Help with image inpainting

Hello,

Another newbie in this library. I have a rather strange problem to use with impainting.

I have a 2D numpy array (image_np), that has two possible colors (blue and yellow). And lots of missing pixels (white, nan). See left figure.

My mask is defined as follow (see right figure)

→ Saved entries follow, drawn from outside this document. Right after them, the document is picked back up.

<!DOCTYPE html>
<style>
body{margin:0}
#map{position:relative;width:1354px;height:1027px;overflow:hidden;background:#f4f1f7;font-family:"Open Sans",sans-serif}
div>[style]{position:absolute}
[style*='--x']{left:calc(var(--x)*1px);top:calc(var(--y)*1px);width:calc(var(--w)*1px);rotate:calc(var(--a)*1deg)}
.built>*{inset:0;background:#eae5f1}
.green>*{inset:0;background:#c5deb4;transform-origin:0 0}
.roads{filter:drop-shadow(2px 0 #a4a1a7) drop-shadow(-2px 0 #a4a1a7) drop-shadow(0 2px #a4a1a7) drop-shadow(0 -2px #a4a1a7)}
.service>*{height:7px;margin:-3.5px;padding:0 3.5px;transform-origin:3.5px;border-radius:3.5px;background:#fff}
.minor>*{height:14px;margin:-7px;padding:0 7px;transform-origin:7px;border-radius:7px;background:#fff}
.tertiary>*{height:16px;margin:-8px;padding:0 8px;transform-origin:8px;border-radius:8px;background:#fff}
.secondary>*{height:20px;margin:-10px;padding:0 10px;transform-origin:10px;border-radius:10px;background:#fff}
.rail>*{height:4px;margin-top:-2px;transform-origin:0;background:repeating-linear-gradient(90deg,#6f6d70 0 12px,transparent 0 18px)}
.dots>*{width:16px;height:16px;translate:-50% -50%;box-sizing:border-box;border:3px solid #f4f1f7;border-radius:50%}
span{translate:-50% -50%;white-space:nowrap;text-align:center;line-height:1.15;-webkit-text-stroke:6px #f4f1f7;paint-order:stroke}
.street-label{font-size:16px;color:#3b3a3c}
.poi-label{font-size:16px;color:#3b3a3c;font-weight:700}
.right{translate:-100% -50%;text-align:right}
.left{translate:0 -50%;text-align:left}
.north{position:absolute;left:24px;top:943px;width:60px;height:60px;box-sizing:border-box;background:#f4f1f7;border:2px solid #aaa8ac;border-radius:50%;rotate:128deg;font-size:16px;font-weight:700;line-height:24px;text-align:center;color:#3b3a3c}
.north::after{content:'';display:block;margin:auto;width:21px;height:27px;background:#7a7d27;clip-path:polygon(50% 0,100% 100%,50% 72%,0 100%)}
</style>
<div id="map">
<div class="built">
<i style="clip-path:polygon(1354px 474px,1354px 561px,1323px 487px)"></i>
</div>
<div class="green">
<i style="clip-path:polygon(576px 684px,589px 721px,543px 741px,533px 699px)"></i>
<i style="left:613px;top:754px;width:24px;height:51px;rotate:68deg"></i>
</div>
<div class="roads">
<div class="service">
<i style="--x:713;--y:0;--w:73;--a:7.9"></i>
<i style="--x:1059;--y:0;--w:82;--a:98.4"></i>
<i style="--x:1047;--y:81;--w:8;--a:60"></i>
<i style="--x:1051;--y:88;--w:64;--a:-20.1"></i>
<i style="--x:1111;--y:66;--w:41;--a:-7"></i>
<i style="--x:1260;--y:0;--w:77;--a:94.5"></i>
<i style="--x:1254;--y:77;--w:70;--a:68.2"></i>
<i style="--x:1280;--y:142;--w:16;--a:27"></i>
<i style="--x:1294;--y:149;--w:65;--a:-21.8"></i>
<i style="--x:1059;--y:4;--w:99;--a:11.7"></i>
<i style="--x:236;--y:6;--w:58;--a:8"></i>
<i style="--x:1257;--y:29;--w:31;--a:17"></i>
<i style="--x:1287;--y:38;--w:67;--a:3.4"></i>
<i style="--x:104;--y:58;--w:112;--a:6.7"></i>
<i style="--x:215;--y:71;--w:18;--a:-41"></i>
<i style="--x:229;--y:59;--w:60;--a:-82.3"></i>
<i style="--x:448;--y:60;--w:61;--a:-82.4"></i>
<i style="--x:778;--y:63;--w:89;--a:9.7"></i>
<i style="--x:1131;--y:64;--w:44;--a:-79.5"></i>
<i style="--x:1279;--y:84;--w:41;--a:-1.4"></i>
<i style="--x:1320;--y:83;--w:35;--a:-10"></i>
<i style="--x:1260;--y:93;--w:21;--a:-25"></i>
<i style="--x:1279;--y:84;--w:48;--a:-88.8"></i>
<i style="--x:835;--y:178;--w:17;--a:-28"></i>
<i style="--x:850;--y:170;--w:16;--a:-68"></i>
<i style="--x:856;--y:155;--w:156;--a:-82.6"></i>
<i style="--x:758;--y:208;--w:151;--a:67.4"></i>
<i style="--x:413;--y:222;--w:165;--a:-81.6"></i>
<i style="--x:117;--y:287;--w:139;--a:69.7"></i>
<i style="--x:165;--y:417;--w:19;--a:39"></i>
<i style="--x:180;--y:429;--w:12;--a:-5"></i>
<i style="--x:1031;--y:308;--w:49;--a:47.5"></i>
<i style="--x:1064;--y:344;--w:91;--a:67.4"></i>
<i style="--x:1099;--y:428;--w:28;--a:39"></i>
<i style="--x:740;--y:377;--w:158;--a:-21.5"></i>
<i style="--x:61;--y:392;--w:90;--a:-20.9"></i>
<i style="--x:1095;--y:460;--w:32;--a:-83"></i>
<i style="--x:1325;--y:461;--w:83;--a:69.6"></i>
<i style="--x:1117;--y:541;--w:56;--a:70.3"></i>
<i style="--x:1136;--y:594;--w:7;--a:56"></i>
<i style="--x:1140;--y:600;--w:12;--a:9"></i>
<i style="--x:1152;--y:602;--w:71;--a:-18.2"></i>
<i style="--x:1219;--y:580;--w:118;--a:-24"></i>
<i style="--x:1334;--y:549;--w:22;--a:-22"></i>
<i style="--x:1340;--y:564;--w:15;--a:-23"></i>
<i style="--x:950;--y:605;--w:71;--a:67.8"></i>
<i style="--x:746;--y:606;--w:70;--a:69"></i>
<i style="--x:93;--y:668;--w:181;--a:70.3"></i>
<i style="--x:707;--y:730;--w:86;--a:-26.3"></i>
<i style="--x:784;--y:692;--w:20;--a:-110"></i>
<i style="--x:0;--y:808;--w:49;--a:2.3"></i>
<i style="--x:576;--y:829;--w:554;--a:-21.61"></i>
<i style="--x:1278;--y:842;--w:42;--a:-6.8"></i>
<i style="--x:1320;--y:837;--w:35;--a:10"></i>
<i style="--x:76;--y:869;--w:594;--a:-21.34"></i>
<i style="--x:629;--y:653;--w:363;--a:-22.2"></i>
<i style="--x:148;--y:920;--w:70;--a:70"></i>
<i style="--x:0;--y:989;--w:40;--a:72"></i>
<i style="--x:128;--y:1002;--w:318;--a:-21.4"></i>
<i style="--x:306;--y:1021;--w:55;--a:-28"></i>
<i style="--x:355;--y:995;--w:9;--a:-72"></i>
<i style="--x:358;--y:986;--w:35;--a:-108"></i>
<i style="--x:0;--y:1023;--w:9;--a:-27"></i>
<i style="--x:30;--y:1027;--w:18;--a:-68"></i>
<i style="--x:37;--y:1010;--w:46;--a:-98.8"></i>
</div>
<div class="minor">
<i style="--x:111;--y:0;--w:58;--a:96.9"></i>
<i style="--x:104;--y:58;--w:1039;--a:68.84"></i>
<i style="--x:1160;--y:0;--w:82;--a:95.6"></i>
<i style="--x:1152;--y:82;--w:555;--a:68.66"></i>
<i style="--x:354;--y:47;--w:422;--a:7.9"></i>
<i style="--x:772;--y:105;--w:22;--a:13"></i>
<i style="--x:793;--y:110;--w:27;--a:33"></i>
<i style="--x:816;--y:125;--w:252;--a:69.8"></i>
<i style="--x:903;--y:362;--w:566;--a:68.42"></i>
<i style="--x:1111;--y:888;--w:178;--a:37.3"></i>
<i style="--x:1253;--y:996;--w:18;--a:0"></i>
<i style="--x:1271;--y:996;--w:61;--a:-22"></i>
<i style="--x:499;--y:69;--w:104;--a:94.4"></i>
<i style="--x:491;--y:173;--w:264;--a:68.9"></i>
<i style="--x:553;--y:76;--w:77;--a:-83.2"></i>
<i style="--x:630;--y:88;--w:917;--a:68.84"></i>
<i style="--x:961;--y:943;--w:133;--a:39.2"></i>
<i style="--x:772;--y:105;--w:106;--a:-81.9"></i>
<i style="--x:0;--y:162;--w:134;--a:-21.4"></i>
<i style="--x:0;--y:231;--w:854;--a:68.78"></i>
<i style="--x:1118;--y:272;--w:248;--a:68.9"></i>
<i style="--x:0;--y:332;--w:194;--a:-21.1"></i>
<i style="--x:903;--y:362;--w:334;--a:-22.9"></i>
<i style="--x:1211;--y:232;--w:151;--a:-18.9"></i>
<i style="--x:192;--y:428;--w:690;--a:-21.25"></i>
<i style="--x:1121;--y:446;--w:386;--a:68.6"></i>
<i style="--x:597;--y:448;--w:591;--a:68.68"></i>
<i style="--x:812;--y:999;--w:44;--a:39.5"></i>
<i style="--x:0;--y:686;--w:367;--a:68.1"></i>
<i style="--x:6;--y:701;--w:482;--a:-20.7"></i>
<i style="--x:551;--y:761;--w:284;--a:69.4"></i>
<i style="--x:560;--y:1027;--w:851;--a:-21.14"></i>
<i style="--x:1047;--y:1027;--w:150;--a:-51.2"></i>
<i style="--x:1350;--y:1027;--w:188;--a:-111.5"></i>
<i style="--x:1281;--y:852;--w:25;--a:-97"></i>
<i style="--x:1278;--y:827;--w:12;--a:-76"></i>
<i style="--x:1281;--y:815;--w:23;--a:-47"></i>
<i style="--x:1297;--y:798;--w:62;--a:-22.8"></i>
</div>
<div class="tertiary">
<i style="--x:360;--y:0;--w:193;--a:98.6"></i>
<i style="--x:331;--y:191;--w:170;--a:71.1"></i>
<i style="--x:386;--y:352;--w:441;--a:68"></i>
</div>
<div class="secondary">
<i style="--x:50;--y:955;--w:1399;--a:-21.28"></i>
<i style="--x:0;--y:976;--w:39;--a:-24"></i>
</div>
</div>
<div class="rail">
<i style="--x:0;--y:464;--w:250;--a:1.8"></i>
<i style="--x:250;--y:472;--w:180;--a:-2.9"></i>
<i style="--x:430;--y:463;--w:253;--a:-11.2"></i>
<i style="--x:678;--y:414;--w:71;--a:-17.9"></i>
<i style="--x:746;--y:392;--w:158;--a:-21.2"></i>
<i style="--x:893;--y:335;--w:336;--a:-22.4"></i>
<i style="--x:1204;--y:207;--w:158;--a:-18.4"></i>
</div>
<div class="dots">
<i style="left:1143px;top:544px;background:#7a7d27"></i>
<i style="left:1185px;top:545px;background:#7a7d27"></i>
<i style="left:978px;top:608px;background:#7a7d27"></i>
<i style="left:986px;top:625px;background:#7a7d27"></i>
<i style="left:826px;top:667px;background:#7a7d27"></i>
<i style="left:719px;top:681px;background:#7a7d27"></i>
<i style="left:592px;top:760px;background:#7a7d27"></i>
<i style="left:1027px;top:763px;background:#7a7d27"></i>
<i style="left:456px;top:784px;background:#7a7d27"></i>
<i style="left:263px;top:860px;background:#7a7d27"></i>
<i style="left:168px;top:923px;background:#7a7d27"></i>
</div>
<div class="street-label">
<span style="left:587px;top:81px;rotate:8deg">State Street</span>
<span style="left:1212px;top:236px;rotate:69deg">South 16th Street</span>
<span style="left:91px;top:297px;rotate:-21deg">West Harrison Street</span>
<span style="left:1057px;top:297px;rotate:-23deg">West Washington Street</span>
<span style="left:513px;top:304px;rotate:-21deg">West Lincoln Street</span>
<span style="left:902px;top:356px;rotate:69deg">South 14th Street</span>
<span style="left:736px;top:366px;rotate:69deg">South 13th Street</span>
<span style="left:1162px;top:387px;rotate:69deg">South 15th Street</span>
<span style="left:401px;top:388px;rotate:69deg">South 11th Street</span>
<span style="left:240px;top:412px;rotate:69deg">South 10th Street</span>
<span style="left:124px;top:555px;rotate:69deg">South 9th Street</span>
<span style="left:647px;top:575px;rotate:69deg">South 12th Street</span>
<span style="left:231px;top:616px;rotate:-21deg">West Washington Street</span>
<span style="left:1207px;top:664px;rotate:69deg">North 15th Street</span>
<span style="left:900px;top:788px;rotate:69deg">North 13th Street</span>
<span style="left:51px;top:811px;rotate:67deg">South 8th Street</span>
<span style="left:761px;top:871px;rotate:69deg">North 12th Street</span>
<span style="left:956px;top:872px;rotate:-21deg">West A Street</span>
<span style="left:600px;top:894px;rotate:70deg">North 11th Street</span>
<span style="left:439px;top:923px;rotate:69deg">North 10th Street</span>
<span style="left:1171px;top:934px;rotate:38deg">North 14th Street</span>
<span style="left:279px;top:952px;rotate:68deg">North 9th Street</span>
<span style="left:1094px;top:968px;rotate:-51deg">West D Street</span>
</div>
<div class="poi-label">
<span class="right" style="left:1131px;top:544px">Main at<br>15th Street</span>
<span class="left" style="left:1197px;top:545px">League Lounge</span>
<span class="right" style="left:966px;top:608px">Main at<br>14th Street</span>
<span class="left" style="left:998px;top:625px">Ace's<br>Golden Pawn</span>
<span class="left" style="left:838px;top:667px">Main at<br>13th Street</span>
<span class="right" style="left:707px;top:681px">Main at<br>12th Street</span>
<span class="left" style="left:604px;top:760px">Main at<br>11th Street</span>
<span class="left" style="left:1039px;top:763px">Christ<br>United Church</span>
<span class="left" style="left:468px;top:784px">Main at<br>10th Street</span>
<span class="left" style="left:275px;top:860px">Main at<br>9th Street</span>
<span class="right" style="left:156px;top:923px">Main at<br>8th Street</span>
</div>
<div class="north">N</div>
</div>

 mask_np=np.zeros_like(image_np)
 mask_np[image_np==np.nan]=255

I take this numpy arrays and I convert it to image with the following function

def convert_array_to_pil(image_array, mode="L"):

   if image_array.dtype != np.uint8:
       # Ensure values are within [0, 1]. If not, you might need to normalize.
       image_array = np.clip(image_array, 0.0, 1.0)
       image_array = (image_array * 255).astype(np.uint8)
   return Image.fromarray(image_array, mode)

image_pil = convert_array_to_pil(image_np, mode="L")
#Then I convert to RGB
image_rgb = image_pil.convert("RGB")
# Convert the mask to a PIL Image (the mask is assumed to be already uint8 with values 0 or 255)
mask_pil = Image.fromarray(mask_np.astype(np.uint8), mode="L")

Now do the inpainintg with thte fowling script

pipe = StableDiffusionInpaintPipeline.from_pretrained(
"stabilityai/stable-diffusion-2-inpainting",
torch_dtype=torch.float16,
)
pipe.to("cuda")
# Run the pipeline with the prompt.
result = pipe(
    prompt=prompt,
    image=image_rgb,
    mask_image=mask_pil,
    num_inference_steps=num_inference_steps,
    height=image_np.shape[0],
    width=image_np.shape[1]
)

# The result is a list of PIL Images; take the first result.
inpainted_rgb = result.images[0]

# Convert the resulting RGB image back to grayscale.
inpainted_gray = inpainted_rgb.convert("L")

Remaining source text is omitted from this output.